In the world of identity, legislative and industry regulations have become some key drivers (and boy, are there a lot of them). A quick look at this dizzying array might betray the importance of identity in today's world:

The Real ID Act is a de facto national ID card act that was slipped onto the end of some military spending bills. It started as an initiative led by state motor vehicle administrators, and quickly grew into a federal mandate for all state driver's licenses. The mandate includes requirements for "biometrics" and machine-readability (i.e., RFID chips). There is (as the link above illustrates) some state-level protest, but mostly because the law mandates that states spend money and doesn't write the check.

Sarbanes Oxley, Section 404 is the law that grew out of the accounting scandals of the late 90's bubble. The law (which applies to public companies), and specifically Section 404, mandates that companies control access to sensitive information, and be able to conduct an audit of that access. All of that means one thing: identity management systems.

The Gramm-Leach Bliley Act is the law that seeks "modernization" and privacy protections for the financial services industry. "GLB," as its commonly known has been around since 1999, and is seen as a general driver of identity management's privacy benefits.

HSPD-12 and FIPS 201 are the directives ("Homeland Security Presidential Directive") that mandate the security standards for access cards and initiatives across government agencies. The Department of Defense's "Common Access Card" (CAC) project is often cited as one of the largest and most successful of theses deployments.

California SB 1386 is the state law that mandates notification of customers in the event of a data breach or leak. It is widely seen as the prototype for a national law, though none has been enacted yet. That said, the California law seems to be having enough pull, so as to force many companies to comply.

The FFIEC guidance on authentication in Internet Banking are the guidelines that all financial institutions must adhere to (the FFIEC is the Federal Financial Institutions Examination Council, or the same guys that run the FDIC insurance that protects your bank accounts to $100,000). This is the big one for 2006, as its pushing online banks and brokers to deal with the sticky wicket of consumer strong authentication. The result is the rapid adoption of "risk-based" or "layered" authentication.

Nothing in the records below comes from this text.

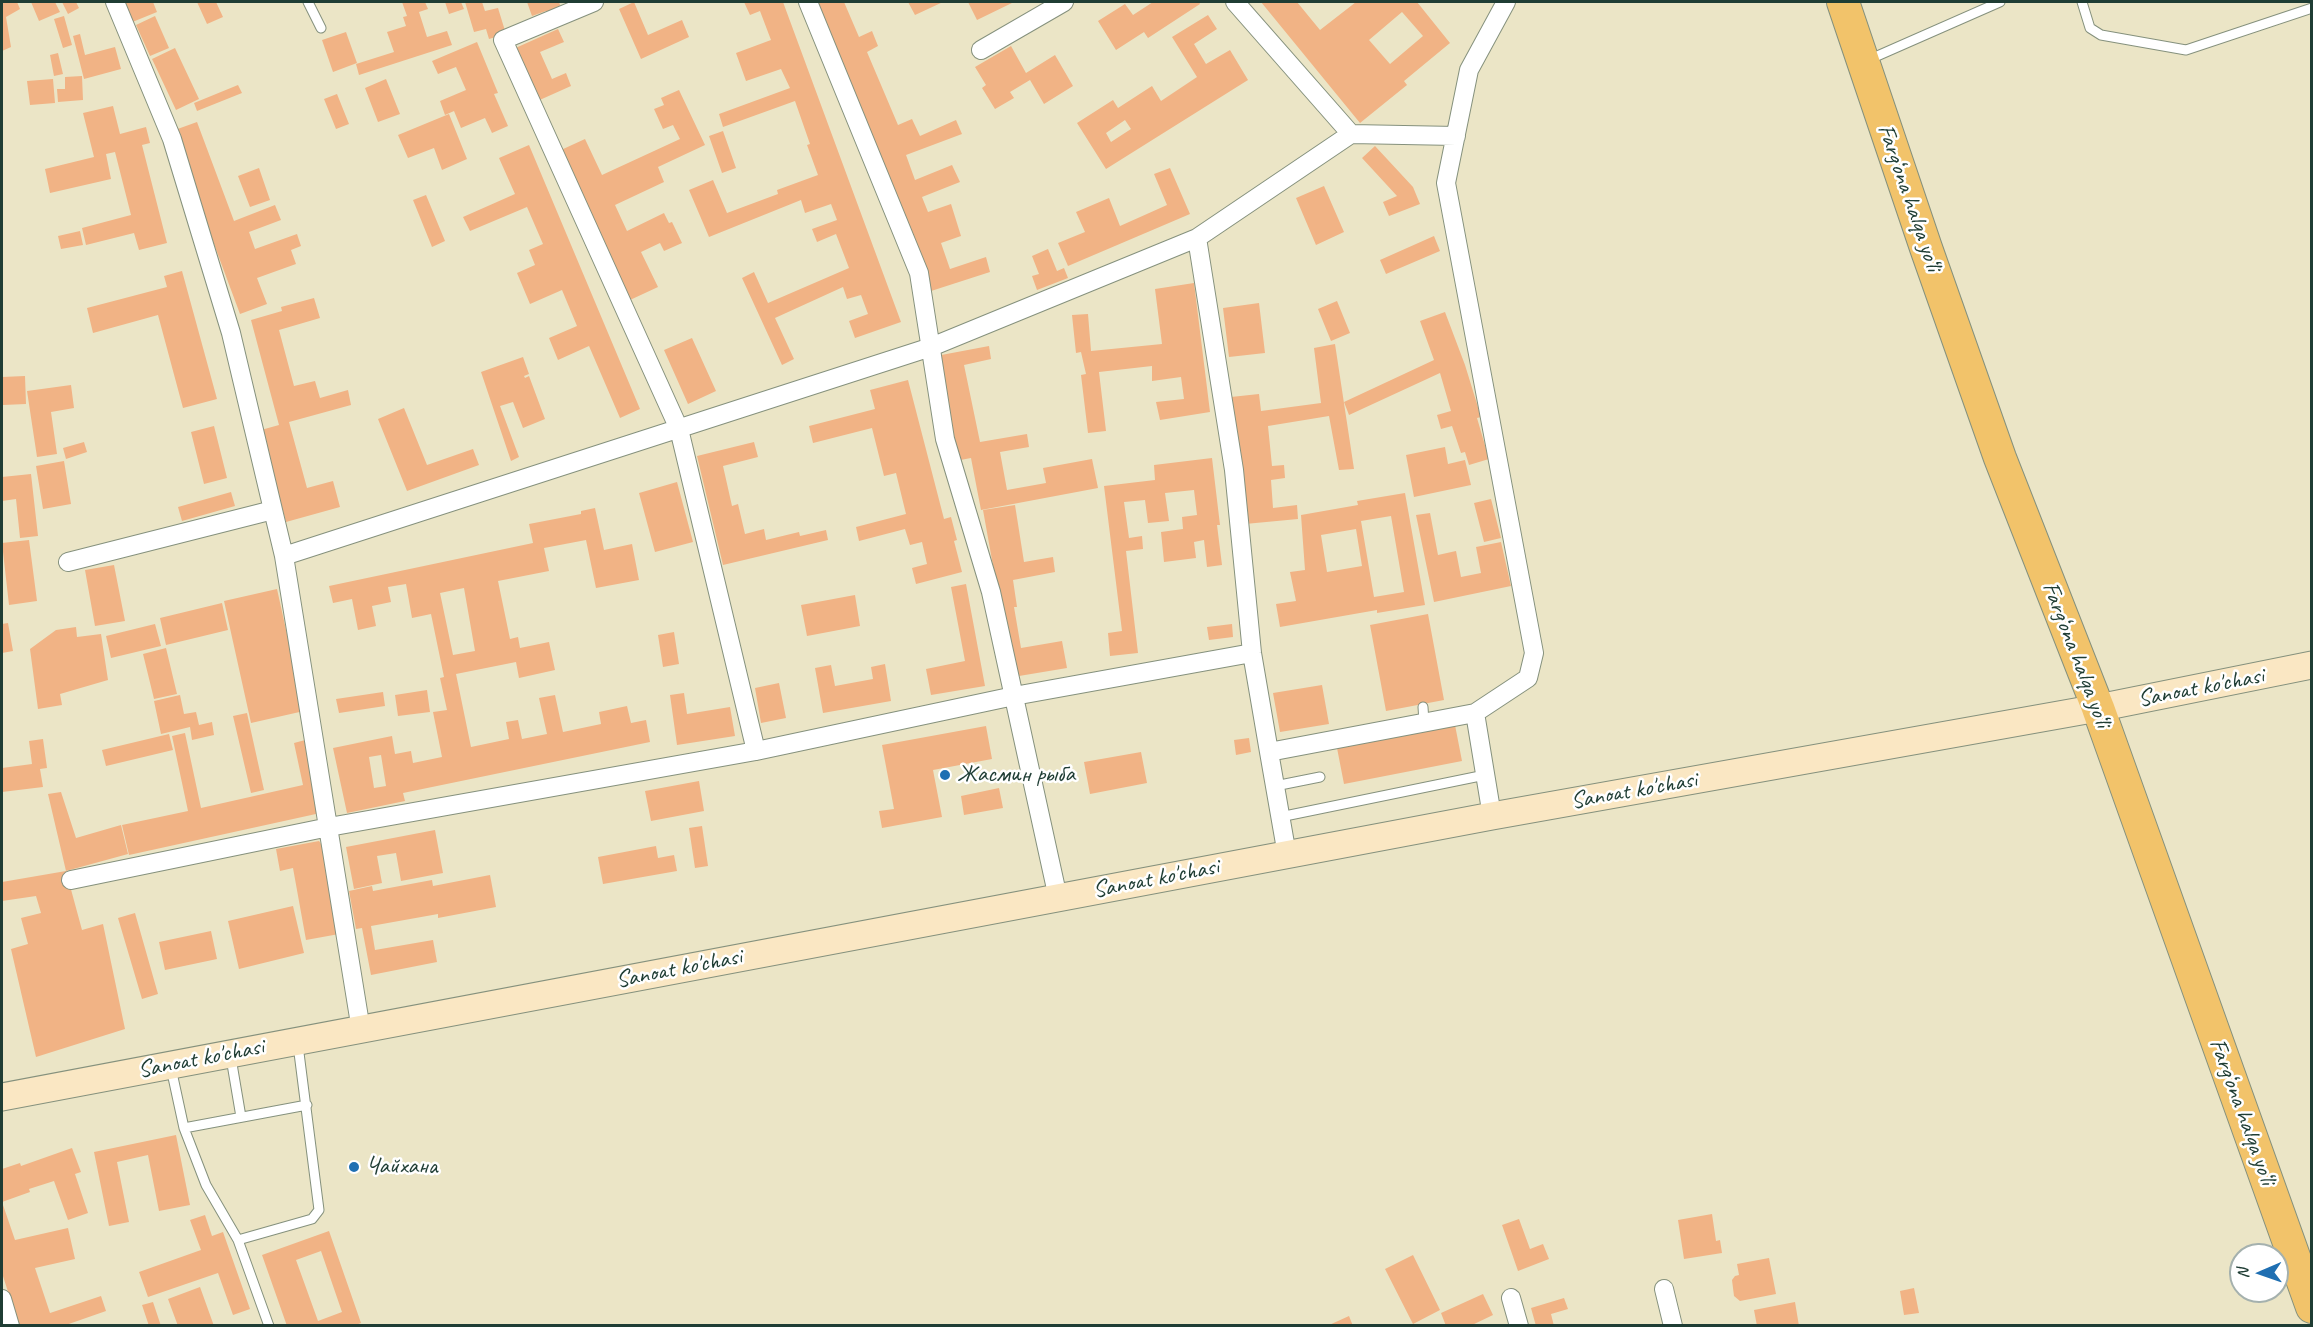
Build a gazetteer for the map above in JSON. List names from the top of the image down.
{
  "streets": {
    "highway": ["Farg‘ona halqa yo‘li"],
    "main road": ["Sanoat ko'chasi"]
  },
  "crossings": [
    ["Farg‘ona halqa yo‘li", "Sanoat ko'chasi"]
  ],
  "places": ["Жасмин рыба", "Чайхана"],
  "north": "left"
}
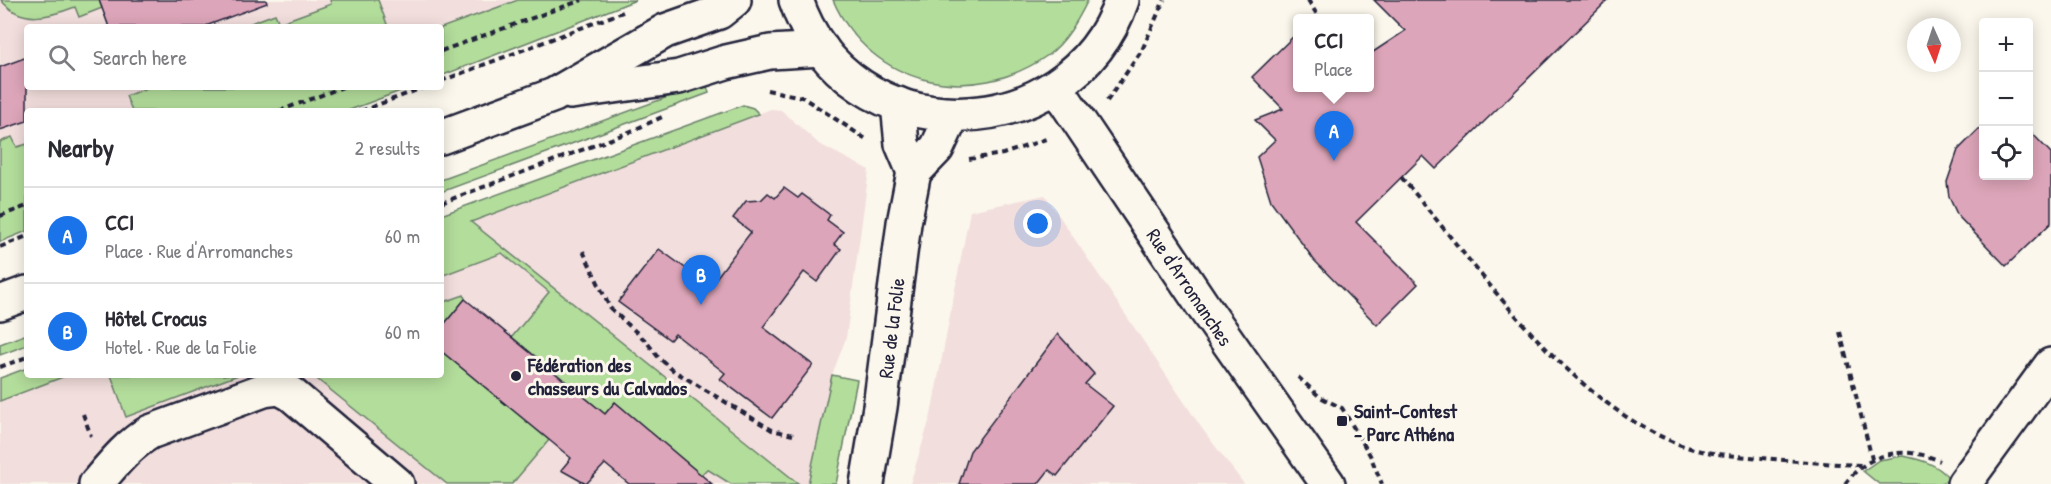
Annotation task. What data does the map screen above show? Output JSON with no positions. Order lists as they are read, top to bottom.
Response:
{
  "streets": {
    "main road": ["Rue d'Arromanches", "Rue de la Folie"]
  },
  "places": {
    "other": ["Fédération des chasseurs du Calvados"],
    "transit": ["Saint-Contest - Parc Athéna"]
  },
  "north": "bottom",
  "page": {
    "popup": ["CCI", "Place"],
    "map_buttons": ["+", "−"],
    "search": "Search here",
    "heading": ["Nearby", "2 results"],
    "pins": ["A", "B"],
    "list": [
      {
        "mark": "A",
        "name": "CCI",
        "note": "Place · Rue d'Arromanches",
        "value": "60 m"
      },
      {
        "mark": "B",
        "name": "Hôtel Crocus",
        "note": "Hotel · Rue de la Folie",
        "value": "60 m"
      }
    ]
  }
}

That's just the beginning. Did I mention BASEL II, HIPAA, or the EU's mandates for privacy? The funny thing is this: all of these mandates, regulations, legislative initiatives and guidances are seeking to "secure" something, or to make a process more secure (for auditing purposes). And in so doing, all of them have to demand identity mechanisms. Its almost as if identity is the precursor to all IT security (he says with tongue firmly in cheek).